Wet leaf: still a bright green.
Liquor: palest green, almost clear. Extremely fragrant for a green tea: first of vegetal, then of sweetness, almost grassiness. Some vegetal teas taste like briny broth and scallops to me. This one has a slight scalp note but none of that brothy taste. Potent leaves. Something sharp in the aroma, almost fruity: I can’t quite figure it out. The liquor is packed with flavour.
2tsp for 250mL water @90C, steeped 9 minutes. The packet recommends 2tsp for 1 cup of water, which seems like a lot to me, but with tisanes, things can get tricky. So I’ll follow the instructions. Packet also recommends a steep time of six to eight minutes. I got distracted and left it for 9.
Dry leaf: gorgeous dark roasted mate. I was delighted to see that, because the packet lists only “mate” as an ingredient. I was worried that green mate, so fresh and vibrant, couldn’t stand up to chai spices. Roasted can, I have no doubt. I love roasted mate, and it can be hard to find. Strong scent of ginger and cloves, which I love. Clove is an ingredient I don’t often encounter in chai blends. Stash uses it, and Stash was the first chai blend I ever tried, so now for me cloves need to be there. And ginger. I adore cloves and ginger. Cinnamon I can take or leave in a chai blend. This probably tells you I am an unsophisticated brute who knows nothing of chai.
Wet leaf: glossy dark roasted mate, but of clove and ginger showing.
Liquor: quite dark, though not as dark as a pu-ehr. Dark golden brown, as a Nigiri might give. Translucent: light passes through without interruption from down or fragments. Fragrant still with clove and ginger — and a bit of cardamom, which I also adore but can only take in small doses. Too much cardamom gives tisanes, teas and coffee a soapy mouthfeel. I also find too much cardamom hard on the stomach. Given how long I’ve steeped this, I’m a bit nervous.
Just on the edge of soap with the cardamom, and I blame myself. A shorter steep would solve that.
A very balanced blend. The roasted mate is all toasty and a bit earthy, a subtle touch of bitterness — which really works here. I don’t think it needs any sweetening, because the ginger and cinnamon sweeten things nicely at the end.

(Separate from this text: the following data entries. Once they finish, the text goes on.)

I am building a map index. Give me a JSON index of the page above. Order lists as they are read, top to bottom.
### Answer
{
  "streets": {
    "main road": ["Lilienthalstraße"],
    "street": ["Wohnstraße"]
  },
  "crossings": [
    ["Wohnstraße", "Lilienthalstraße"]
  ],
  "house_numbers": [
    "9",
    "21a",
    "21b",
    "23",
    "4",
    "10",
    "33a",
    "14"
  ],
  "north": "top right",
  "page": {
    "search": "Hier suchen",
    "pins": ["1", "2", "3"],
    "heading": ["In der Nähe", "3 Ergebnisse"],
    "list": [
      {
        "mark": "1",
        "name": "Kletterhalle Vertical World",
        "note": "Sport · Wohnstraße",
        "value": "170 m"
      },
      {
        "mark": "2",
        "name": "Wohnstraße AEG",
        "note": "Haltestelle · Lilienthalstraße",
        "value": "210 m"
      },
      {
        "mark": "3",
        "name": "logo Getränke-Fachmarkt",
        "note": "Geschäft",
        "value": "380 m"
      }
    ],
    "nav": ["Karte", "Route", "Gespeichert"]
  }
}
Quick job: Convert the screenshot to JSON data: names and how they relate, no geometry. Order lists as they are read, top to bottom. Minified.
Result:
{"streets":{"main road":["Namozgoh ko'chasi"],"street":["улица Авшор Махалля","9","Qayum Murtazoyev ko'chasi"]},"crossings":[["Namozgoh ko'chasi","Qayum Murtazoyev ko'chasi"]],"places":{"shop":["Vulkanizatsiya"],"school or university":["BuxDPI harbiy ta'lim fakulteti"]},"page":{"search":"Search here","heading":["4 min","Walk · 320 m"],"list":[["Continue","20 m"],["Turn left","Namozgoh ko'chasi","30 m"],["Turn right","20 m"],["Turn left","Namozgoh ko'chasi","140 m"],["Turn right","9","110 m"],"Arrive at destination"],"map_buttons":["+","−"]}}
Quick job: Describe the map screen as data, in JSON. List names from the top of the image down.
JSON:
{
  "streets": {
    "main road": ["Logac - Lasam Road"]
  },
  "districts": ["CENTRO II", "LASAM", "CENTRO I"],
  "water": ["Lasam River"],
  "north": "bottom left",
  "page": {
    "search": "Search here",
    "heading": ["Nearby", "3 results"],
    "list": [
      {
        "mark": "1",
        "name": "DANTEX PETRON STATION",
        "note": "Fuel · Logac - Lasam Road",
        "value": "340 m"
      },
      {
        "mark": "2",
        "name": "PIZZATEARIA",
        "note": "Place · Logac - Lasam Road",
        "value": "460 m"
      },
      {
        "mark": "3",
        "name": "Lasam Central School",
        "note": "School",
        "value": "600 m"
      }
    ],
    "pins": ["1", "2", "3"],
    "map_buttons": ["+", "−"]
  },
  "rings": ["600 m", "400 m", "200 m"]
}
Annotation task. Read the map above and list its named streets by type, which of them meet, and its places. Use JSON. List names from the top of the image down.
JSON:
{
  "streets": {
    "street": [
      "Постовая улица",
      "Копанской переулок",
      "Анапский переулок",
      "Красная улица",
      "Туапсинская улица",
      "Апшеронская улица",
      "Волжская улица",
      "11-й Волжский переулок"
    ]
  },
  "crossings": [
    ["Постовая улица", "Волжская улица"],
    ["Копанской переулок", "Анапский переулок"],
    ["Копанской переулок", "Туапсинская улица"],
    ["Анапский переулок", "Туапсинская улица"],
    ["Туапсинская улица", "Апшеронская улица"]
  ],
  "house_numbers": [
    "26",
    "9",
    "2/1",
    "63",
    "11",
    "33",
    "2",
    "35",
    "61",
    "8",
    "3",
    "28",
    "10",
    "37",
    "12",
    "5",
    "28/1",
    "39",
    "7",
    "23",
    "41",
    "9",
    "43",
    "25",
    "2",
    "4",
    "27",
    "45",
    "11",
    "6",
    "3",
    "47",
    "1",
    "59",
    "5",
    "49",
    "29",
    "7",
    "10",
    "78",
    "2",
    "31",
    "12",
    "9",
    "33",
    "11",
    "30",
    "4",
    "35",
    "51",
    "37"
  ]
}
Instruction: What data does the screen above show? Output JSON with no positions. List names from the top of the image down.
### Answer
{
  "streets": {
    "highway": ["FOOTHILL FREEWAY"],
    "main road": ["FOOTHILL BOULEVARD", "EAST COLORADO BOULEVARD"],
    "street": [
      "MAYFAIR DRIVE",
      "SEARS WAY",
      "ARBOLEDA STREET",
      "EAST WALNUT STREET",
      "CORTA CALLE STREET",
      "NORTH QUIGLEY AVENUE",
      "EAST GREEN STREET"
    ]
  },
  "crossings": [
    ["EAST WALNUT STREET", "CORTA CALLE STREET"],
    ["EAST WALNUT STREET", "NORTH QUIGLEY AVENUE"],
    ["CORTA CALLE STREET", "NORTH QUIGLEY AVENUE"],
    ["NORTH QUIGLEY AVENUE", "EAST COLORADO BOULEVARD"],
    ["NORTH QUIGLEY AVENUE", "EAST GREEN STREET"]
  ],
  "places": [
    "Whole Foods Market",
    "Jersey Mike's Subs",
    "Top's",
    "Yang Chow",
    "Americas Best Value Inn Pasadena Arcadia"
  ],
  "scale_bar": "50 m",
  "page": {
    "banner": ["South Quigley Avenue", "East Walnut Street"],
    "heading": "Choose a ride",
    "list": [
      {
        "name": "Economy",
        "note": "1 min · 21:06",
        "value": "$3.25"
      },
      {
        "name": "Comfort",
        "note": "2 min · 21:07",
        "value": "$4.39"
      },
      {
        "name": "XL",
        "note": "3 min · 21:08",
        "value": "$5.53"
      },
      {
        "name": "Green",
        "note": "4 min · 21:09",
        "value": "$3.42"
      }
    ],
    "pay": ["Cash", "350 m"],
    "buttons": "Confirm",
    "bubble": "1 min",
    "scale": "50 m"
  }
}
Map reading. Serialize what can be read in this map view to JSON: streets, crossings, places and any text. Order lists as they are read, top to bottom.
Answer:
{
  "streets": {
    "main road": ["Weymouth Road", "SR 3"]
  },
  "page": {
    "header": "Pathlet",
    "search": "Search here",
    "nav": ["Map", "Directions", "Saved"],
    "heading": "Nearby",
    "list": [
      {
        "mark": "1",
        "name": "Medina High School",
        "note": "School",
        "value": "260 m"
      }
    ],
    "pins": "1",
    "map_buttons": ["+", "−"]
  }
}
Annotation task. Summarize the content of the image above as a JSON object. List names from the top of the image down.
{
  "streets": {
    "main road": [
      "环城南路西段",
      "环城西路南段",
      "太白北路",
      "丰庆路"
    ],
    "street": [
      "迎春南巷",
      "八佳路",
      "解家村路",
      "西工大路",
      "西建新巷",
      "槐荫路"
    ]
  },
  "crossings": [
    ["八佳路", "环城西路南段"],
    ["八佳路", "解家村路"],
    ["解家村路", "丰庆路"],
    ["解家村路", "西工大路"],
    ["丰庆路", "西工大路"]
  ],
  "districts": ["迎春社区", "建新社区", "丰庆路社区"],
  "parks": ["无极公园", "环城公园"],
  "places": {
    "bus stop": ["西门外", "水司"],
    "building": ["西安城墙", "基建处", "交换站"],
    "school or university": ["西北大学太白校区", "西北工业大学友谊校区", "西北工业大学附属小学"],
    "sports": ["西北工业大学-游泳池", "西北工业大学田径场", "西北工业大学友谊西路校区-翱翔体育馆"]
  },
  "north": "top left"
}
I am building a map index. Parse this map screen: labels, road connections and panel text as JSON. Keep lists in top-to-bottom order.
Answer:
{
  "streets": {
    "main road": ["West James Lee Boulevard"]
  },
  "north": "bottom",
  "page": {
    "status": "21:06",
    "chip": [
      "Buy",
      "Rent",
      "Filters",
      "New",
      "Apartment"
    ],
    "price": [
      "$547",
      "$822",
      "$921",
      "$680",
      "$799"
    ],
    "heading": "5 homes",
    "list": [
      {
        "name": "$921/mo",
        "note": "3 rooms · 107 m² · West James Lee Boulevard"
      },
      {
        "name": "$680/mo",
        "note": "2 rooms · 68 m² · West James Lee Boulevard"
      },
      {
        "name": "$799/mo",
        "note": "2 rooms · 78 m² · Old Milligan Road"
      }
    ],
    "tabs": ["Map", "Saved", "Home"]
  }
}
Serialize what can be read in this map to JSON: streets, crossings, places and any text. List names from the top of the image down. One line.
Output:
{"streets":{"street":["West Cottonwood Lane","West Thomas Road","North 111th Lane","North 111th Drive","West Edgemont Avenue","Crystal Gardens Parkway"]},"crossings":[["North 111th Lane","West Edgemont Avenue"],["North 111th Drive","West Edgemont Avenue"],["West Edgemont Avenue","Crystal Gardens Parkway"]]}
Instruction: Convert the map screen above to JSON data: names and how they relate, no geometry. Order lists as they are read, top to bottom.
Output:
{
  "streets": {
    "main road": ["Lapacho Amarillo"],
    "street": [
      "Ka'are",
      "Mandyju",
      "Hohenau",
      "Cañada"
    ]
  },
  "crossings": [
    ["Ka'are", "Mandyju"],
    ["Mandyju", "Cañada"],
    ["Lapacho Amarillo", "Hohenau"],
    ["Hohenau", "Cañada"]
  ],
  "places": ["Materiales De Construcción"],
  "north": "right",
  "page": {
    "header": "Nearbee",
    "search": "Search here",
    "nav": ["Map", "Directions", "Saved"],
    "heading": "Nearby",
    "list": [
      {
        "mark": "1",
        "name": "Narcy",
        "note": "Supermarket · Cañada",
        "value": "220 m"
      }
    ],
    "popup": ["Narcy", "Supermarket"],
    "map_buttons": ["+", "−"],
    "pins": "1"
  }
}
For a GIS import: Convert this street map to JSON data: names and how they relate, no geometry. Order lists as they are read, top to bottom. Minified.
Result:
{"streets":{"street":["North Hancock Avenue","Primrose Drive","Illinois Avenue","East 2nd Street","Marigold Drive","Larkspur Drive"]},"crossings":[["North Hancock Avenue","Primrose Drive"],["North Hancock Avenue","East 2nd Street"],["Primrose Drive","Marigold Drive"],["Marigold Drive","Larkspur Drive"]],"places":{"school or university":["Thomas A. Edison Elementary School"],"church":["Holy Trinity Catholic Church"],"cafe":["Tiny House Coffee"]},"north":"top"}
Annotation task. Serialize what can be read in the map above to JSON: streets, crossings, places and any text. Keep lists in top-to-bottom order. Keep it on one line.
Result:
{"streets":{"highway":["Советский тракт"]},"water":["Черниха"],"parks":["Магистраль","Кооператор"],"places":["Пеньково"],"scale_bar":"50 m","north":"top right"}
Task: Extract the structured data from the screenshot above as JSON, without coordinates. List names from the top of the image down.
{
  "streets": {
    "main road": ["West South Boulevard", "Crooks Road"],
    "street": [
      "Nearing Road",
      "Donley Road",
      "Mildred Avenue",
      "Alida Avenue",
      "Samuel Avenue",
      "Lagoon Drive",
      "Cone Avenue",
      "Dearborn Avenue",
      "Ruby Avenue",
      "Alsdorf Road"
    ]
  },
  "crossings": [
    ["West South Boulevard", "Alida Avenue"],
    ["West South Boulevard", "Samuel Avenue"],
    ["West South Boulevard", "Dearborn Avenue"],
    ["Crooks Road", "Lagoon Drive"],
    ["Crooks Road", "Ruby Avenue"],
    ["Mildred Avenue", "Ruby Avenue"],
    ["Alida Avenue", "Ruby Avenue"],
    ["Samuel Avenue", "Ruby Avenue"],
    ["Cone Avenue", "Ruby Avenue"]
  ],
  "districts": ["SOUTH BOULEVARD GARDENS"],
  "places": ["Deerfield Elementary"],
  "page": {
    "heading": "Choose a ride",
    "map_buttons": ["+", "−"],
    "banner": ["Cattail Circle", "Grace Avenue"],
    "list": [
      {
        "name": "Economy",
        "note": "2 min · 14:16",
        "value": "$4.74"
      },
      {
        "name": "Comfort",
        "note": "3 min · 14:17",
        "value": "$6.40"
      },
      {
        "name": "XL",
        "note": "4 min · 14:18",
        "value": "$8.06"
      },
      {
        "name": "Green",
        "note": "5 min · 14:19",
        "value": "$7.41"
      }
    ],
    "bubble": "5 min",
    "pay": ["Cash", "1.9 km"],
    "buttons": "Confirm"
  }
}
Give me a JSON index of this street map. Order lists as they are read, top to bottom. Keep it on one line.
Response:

The cloves add depth, and the pepper leaves a lingering bite that builds with each sip.
The mate lift kicks in fast, as it should. Not a smack to the head, but a definite boost. Very pleasant.
I really like it. Citizen Tea seem to have a good handle on blends. Watch the water temp and steep times on this beauty, and enjoy.
5g to 200mL water @95C, rinsed and brewed gongfu style in bone china
1st infusion 30 seconds
I have great respect for Master Zhang. I’ve learned so much about oolongs from his work. And today, I didn’t just learn something, I experienced it. The first sip felt musical; I heard singing.
I enjoy floral tieguanyins, This one has floral notes, plus some distant ginseng (and that ginseng zip on the tongue). I wish I had the vocabulary to better convey this tea, which is the most sublime and beautiful tea I’ve ever tasted.
I’m in awe.
1.25tsp for 300mL water @100C, steeped eight minutes.
Cola nut dominates the taste and scent of this pretty stimulant tisane. Next layer of flavour is guarana, cinnamon, and apple. I didn’t taste the yerba mate at all … but I can feel it, that and the guarana. A slow build to a potent energy boost. The honeybush and apple make a lovely combination that rounds out and balances the entire blend. Still, a strong scent of cola nut remains, even in another room where I had first steeped the tisane. So if you don’t like cola, this tisane likely won’t work for you. As for me, I like it far more than I expected to.
A pleasant stimulant tisane that has good depth of flavour — not always a given with tisanes — and delivers on the promise of an energy boost.